Green Book

A guide book for Black travelers during Jim Crow

The _Negro Motorists Green Book _(or just Green Book) was an annual travel guide for North America, published between 1936-66. It listed Black-friendly, often Black-owned establishments ranging from lodgings, service stations to leisure facilities, restaurants, and country clubs along American roads. During the so-called Jim Crow Era of legal racial segregation in the U.S. (late 19th to early 20th century) the guide was essential in enabling Black Americans to travel without the fear of discrimination, humiliation, or harassment when many businesses denied services to Black travelers and so-called 'sundown towns', white-only communities, even threatened physical violence to travelers that wanted to stay overnight.

The guide was published by Victor Hugo Green, a mailman in New York City, who used his and other Black postal workers' knowledge to assemble a list of Black-friendly places in and around the city. They expanded to the whole country in the next year, reaching an annual circulation of 2 million copies in 1962.
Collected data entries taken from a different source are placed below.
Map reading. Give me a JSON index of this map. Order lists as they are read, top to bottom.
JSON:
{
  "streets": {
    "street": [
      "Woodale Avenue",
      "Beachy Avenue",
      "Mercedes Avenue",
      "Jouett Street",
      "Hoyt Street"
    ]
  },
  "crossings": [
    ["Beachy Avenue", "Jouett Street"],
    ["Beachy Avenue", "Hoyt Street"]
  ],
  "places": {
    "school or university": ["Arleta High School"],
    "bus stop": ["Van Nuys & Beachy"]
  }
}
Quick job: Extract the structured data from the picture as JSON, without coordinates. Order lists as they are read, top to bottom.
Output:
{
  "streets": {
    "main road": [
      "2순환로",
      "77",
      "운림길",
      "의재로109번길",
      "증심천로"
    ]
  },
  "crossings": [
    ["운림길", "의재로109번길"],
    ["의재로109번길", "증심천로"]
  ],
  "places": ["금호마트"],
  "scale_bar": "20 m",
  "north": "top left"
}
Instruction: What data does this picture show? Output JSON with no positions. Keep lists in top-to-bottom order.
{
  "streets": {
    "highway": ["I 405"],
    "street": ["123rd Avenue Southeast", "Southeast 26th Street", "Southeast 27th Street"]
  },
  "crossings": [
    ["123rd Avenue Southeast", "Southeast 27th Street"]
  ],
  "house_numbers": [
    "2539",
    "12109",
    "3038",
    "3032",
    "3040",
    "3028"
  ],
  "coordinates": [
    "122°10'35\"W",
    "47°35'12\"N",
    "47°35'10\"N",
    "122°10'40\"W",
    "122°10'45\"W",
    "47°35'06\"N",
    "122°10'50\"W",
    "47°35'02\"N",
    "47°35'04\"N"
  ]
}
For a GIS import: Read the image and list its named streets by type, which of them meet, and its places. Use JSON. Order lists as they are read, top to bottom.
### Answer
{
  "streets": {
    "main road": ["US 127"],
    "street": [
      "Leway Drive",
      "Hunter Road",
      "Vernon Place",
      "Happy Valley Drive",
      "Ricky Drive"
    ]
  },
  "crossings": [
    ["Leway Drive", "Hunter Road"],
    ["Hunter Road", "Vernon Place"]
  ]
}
While being a practical resource for the increasing number of Black car owners, the Green Book acted as a means to desegregate the country, promoting Black-owned business and travel. It directed purchasing power to the listed businesses and later served as evidence to the Supreme Court for the severity of racial discrimination along the road. The last issue of the Green Book was published in 1966, after the Civil Rights Act of 1964 outlawed racial discrimination. Reports of racial profiling on contemporary U.S. roads suggest, however, that Green's dream of a USA where "we can go as we please, and without embarrassment", is still not a reality.